Pediatric Coding Alert

CPT® 2012:

Pediatric Hospital Rounds Will Be Easier to Code, Thanks to CPT® Clarifications

Differentiate the four common types of pediatric hospital visits and you'll be on the road to correct coding.

While most pediatricians evaluate newborn inpatients as part of their regular weekly work, some practices struggle with how to code these services. But once you break it down into the four most common categories of inpatient E/M rounds, you could be sending claims out the door faster and more efficiently.

Check NICU Changes for 2012

Two of the most serious types of infant hospital visits involve time with intensive care or critical care. In both of these cases, the pediatrician has to go above and beyond what's required when seeing a healthy newborn--and coding these visits can be a challenge.

The issue of level of care provided is not specific to the site of service. However, neonatal critical and intensive care services are typically provided in a NICU.

Intensive care: Suppose a baby is tachypneic with a fever as a newborn and is worked up and treated for sepsis. The pediatrician provides a neonatal intensive level of care, performing daily intensive care services. In these situations you'll report a code from the 99477-99480 series of CPT®.

Critical care: When the pediatrician sees a patient for more severe issues--such as organ system failure or severe respiratory distress--he might determine that the patient is in need of critical care, which you'll code using the 99468-99469 series. In many cases, critical care would be managed by a neonatologist.

Changes for 2012: In the past, if a patient was transferred from neonatal intensive to critical care--or vice versa--the coding rules were unclear. However, CPT® 2012 cleans up that issue with parenthetical notes to guide you in making the correct code decision.

The AMA's CPT® Changes 2012 states, "New introductory language has been added to the inpatient neonatal intensive care services and pediatric and neonatal critical care service guidelines preceding code 99477 pertaining to the circumstance when the transfer of care of a sick neonate receiving intensive care services occurs from one physician to another physician in a different group, in which both providers will be providing intensive care services on the same date of service."

What CPT® now clarifies is that if an infant improves after the initial day and is transferred to a lower level of care, "the transferring physician does not report a per-day intensive care service." Instead, the transferring doctor will report a code from the subsequent hospital care section (99231-99233) of CPT®. The receiving physician will report subsequent intensive care (99478-99480) or subsequent hospital care (99231-99233) as appropriate based on the condition of the neonate or child," CPT® says.

If the physician delivers intensive care services but the patient becomes critically ill and is transferred to a different physician, "the transferring physician reports either the critical hourly care service (99291-99292) or the daily intensive care service performed, but not both," CPT® says. "The receiving physician reports subsequent inpatient neonatal or pediatric critical care (99469, 99472)."

"It's now very clear that when the admission to the hospital and the unit are the same day, it's always the initial code," said Peter A. Hollmann, MD, chair of the CPT® Editorial Panel, during the CPT® 2012 Annual Symposium in Chicago on Nov. 16. "The new rules make it clear when admission is from intensive care to critical care, the receiving physician will use a subsequent day critical care code."

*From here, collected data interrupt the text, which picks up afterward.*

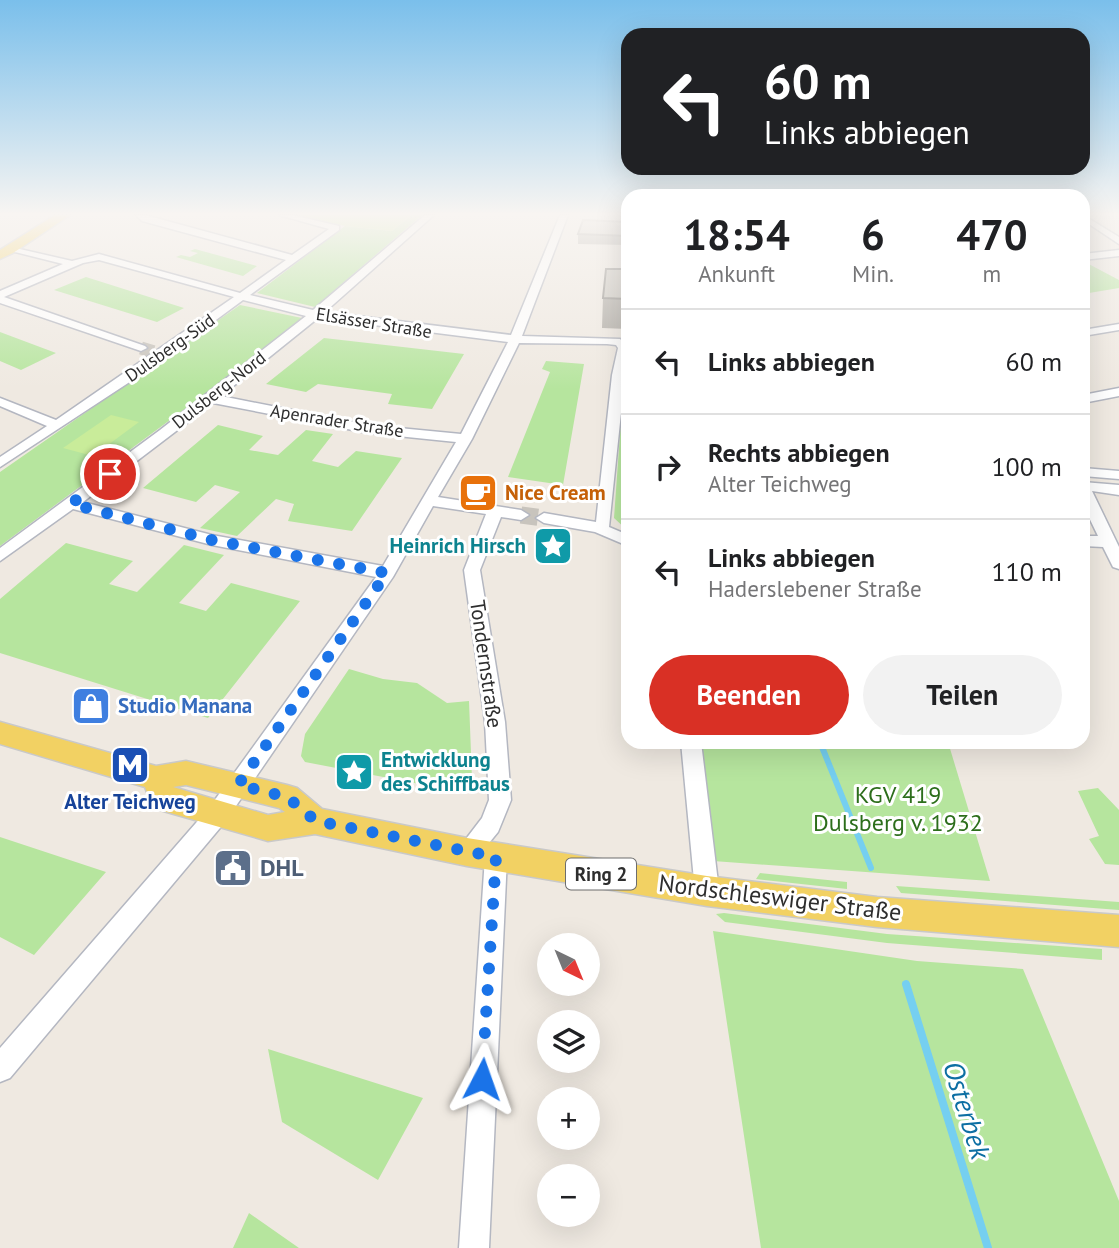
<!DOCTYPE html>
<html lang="de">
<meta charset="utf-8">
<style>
:root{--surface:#fff;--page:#f2f2f2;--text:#202124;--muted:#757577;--line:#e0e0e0;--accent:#d93025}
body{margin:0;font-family:"PT Sans",sans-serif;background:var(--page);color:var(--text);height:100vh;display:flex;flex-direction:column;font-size:26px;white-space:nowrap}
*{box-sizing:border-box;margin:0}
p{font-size:23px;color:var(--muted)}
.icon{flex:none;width:38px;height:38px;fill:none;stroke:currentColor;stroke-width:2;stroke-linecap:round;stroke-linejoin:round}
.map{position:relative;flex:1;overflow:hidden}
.drawer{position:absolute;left:621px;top:189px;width:469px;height:560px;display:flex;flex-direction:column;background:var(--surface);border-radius:21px;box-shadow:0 7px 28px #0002}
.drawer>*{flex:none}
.banner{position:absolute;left:621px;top:28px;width:469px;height:147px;border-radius:21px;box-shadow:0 7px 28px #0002;background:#202124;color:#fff;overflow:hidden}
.needle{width:46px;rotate:137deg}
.controls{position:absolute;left:537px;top:933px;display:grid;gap:14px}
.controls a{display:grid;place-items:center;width:63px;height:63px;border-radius:50%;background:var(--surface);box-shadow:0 7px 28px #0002;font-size:35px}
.pin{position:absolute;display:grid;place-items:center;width:60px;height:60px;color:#fff;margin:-30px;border:4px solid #fff;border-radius:50%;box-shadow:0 2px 7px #0007}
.me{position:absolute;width:77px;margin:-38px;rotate:4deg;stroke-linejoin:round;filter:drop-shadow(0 0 5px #0008)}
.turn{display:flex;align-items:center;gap:24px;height:147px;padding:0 28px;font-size:32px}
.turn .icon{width:91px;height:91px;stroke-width:2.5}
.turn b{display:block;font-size:49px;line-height:60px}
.eta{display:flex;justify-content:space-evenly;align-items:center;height:119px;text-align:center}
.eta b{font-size:42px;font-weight:800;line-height:49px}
.primary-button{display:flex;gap:14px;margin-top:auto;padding:14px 28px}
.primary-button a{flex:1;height:80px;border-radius:42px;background:var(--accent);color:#fff;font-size:28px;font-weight:800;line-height:80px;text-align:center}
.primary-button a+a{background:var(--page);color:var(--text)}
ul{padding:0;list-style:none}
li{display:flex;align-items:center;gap:21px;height:105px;padding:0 28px;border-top:2px solid var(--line)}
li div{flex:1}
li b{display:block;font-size:26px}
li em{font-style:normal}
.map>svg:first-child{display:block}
</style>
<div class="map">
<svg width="1119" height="1248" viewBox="0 0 1119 1248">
<rect width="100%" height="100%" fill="#efe9e1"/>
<path fill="#b6e59e" d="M411 215H422L315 307 257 293 345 226 392 231Z
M195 249 257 266 243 276 176 257 181 255 190 257 198 253 190 251Z
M1083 261 1119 280V288L1083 294Z
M86 277 184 308 157 322 54 290Z
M240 305 302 318 205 394 0 546V472Z
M0 332 56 353 21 370 0 361Z
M324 338 464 354 432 409 388 404 392 394 318 384 306 392 266 384Z
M628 358V531L614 518 625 365Z
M546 361 584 364 563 485 508 477 550 372 542 369Z
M218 425 263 436 249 450 278 455 306 430 333 434 312 461 338 467 356 451 402 458 352 531 288 521 294 504 276 499 237 536 200 528 240 492 215 485 196 502 143 488Z
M66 543 133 561 109 584 137 592 184 545 224 555 179 603 206 611 231 583 300 601 208 718 0 653V599Z
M349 669 383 679 417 683 447 703 469 701 472 779 451 790 305 762 301 756 305 734Z
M699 742H948L990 881 713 861Z
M1098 788 1119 810V865L1105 864 1089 839 1099 836 1078 791Z
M0 837 106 872 34 955 0 937Z
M760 873 847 882V889L756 879Z
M896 886 1119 902V910L901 893Z
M724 913 887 934 1102 949V960L887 943 725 922 716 914Z
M713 931 917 961 1023 969 1119 1201V1248H761Z
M268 1049 423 1098 378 1180 282 1122Z
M249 1213 299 1248H233Z"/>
<path fill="#c9ec9a" d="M298 215H411L392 231 345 226Z
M111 415 139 422 93 456 63 448Z"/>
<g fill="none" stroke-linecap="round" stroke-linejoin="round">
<path stroke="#75cff0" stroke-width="6" d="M820 742 871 868"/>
<path stroke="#75cff0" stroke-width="8" d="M906 984 988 1248"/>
<path stroke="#c8c4bd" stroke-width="13" stroke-dasharray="13 6" stroke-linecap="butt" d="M141 348 154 352"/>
<path stroke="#c8c4bd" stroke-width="17" stroke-dasharray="17 8" stroke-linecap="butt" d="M521 515 544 518"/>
<g stroke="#b4b7c1" stroke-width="3">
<path id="minor" d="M136 215H145L292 255 329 229 279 215H292L339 226V230L250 295 313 310 425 215H434L325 312 511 335 560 215H568L522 336 620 339 628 346 609 527 628 535V546L595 532 544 523 536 518 544 513 596 522 612 375 618 348 616 345 607 344 519 343 472 439 438 497 521 510 529 515 521 520 501 517 480 570 505 722 511 800 498 832 475 860 467 863 459 860 456 852 482 818 489 800 485 722 464 570 486 514 433 506 393 577 225 822 10 1078 0 1082V1048L209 808 376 577 212 545 73 509 0 561V548L160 430 306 316 243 300 151 368 0 467V457L47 426 0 406V398L56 420 234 297 99 260 83 263 4 297 145 346 147 348 141 351 0 303V291L63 264 11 251V247L72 261 99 254 240 293 286 260 142 221ZM318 318 508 342 461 434 368 425 221 396ZM213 403 368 433 456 442 383 566 212 535 83 502Z
M1083 215 1119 237V244L1083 220Z
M1119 250V256L1083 260V254Z
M1119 324V330L1083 336V330Z
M1119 388V396L1083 403V395Z
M1083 468 1119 471V479L1083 476Z
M1083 482 1119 485V495L1092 491 1119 547V569L1113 567 1103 547 1083 546V536H1098L1083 505Z
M681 742H701L719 891 715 899 707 902 699 899 695 891Z
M496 846 504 849 507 857 489 1248H459L485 857 488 849Z"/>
</g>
<g stroke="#c9c9c9" stroke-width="3">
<path id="major" d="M55 215H70L13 253 0 259V250Z
M0 722 156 766 186 761 287 785 297 788 322 809 467 838 707 876 877 897 1119 915V947L877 927 707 906 467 866 315 834 268 841 153 808 145 787 0 744ZM186 785 279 808 285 812 268 815 173 787Z"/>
</g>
<use href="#minor" fill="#fff" fill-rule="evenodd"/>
<use href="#major" fill="#f2d163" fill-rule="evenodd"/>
</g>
<path fill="#afaba4" d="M628 222V245L578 244V234Z
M628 269V329L602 328 603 298Z"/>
<path fill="#cbc7bf" stroke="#8e8b86" stroke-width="2" d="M583 220 628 222V236L578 234Z
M606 269H628V299L603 298Z"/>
<linearGradient id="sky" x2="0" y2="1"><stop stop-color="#7abfeb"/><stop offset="0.55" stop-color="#f8f5f2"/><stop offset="1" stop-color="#f8f5f2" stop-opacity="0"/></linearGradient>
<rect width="1119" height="389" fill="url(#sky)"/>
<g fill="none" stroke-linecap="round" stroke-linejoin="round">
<path stroke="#1a73e8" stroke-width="12" stroke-dasharray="0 21.6" d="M110 474 71 504 212 540 387 573 238 785 287 797 316 821 496 857 482 1079"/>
</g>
<defs>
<g id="cafe-square" transform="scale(2.0125)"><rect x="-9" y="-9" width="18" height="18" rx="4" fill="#e8710a" stroke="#fff"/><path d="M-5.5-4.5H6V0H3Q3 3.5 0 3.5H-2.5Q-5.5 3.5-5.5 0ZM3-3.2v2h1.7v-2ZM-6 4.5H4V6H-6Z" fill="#fff"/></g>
<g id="sight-square" transform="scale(2.0125)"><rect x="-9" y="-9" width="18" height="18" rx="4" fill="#0f9aa8" stroke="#fff"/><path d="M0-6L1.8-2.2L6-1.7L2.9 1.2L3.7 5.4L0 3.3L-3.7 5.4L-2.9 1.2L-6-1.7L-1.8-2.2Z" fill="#fff"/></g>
<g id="shop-square" transform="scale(2.0125)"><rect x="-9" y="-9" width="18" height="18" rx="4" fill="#3f7fe0" stroke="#fff"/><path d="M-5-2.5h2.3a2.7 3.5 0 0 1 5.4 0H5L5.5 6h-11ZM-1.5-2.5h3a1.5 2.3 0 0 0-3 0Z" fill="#fff"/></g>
<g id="metro-square" transform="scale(2.0125)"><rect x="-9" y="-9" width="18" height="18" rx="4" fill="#1a4fb4" stroke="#fff"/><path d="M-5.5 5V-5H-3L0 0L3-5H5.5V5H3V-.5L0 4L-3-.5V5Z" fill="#fff"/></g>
<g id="civic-square" transform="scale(2.0125)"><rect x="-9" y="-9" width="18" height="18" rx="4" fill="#5c6f8a" stroke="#fff"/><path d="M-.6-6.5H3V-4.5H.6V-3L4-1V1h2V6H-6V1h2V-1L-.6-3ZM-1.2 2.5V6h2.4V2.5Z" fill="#fff"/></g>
</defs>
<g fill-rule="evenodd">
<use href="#cafe-square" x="478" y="493"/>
<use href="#sight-square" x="553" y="546"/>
<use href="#shop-square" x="91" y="706"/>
<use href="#metro-square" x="130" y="765"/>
<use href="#sight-square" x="354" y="772"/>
<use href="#civic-square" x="233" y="868"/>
</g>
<g text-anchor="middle" stroke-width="6" stroke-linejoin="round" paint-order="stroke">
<g font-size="18" fill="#2e2e2e" stroke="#fff">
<text transform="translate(374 323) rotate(9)" y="6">Elsässer Straße</text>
<text transform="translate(170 348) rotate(-35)" y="6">Dulsberg-Süd</text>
<text transform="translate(219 390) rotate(-38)" y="6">Dulsberg-Nord</text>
<text transform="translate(337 421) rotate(9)" y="6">Apenrader Straße</text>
</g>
<rect fill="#fff" stroke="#6d6d6d" stroke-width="2" x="566" y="858.5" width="70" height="31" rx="5"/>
<g font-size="19" font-weight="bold" fill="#2e2e2e">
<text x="601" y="881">Ring 2</text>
</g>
<g font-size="21" font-weight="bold" fill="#c56008" stroke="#fff" text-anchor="start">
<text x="505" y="500">Nice Cream</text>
</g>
<g font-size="21" font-weight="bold" fill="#0d838f" stroke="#fff" text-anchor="end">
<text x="526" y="553">Heinrich Hirsch</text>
<text x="381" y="767" text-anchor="start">Entwicklung<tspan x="381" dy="24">des Schiffbaus</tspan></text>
</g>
<g font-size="21" fill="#2e2e2e" stroke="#fff">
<text transform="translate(486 664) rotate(82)" y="7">Tondernstraße</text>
</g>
<g font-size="21" font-weight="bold" fill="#366cbe" stroke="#fff" text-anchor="start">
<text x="118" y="713">Studio Manana</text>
</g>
<g font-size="21" font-weight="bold" fill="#164399" stroke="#fff">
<text x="130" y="809">Alter Teichweg</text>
</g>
<g font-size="24" fill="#2c6e1b" stroke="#fff">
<text x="898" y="803">KGV 419<tspan x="898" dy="28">Dulsberg v. 1932</tspan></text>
</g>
<g font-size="24" font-weight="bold" fill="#4e5e75" stroke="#fff" text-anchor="start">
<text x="260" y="876">DHL</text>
</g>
<g font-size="24" fill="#2e2e2e" stroke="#fff">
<text transform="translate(780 898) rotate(7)" y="8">Nordschleswiger Straße</text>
</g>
<g font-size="28" font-style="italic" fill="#0d6fa3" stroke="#fff">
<text transform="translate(967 1110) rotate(73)" y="10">Osterbek</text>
</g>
</g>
</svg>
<div class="controls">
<a><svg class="needle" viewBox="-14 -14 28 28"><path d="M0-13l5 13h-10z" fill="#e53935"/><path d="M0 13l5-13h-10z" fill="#757577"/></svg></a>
<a><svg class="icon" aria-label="layers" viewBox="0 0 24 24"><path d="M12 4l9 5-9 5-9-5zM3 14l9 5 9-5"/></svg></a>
<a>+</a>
<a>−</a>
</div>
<div class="pin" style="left:110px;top:474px;background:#d93025"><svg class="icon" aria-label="arrive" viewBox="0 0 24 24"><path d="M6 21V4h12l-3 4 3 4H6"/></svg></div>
<svg class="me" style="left:482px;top:1079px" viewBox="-20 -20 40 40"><path d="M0-17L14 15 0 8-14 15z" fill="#1a73e8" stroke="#fff" stroke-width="4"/></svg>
<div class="banner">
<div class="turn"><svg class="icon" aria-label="left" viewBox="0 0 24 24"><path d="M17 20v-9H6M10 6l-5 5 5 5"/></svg><div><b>60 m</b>Links abbiegen</div></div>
</div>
<section class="drawer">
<div class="eta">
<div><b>18:54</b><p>Ankunft</p></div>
<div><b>6</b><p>Min.</p></div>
<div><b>470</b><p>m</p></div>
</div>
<ul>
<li><svg class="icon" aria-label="left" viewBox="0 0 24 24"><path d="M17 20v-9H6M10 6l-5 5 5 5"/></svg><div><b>Links abbiegen</b></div><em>60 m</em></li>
<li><svg class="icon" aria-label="right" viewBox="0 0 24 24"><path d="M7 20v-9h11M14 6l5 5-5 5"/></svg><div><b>Rechts abbiegen</b><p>Alter Teichweg</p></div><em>100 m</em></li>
<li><svg class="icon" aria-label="left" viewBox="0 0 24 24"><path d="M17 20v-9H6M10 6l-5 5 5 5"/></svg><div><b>Links abbiegen</b><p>Haderslebener Straße</p></div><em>110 m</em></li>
</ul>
<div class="primary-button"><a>Beenden</a><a>Teilen</a></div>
</section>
</div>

Healthy Patient? Look to Well Care (99460-99463)

Fortunately, most newborns that pediatricians typically see in practice are healthy, and those services can be coded by selecting from the 99460-99463 series, which represent standard normal newborn per-day services.

A "normal" newborn has no medical conditions or need for special care. Report a normal newborn's history and examination with 99460 (Initial hospital or birthing center care, per day, for evaluation and management of normal newborn infant).

This code includes a maternal and/or fetal and newborn history, a newborn physical examination, meeting with the family, documentation in the record, and ordering any diagnostic tests or treatments.

In most cases, you'll report V30.x x (Single liveborn) as your diagnosis code in these instances.

Add-ons: Procedures such as circumcision (54150, Circumcision, using clamp or other device with regional dorsal penile or ring block or 54160, Circumcision, surgical excision other than clamp, device, or dorsal slit; neonate [28 days of age or less]) are not included with the normal newborn codes. Be sure to code the circumcision in addition to the newborn care. To indicate 99460-99463 is separately identifiable from the minor E/M included in surgical codes, append modifier 25 (Significant, separately identifiable evaluation and management service by the same physician on the same day of the procedure or other service).

'Stable Sick' Patients May Require 99231-99233

In some cases, a patient is in good health overall, but has some underlying issues that the physician has to spend more time evaluating. For instance, a newborn patient has jaundice that requires therapy. In these cases, you'll select the appropriate code from the 99231-99233 series, as supported by the pediatrician's documentation.

The codes in this series are not pediatric-specific, but can be billed for newborn services.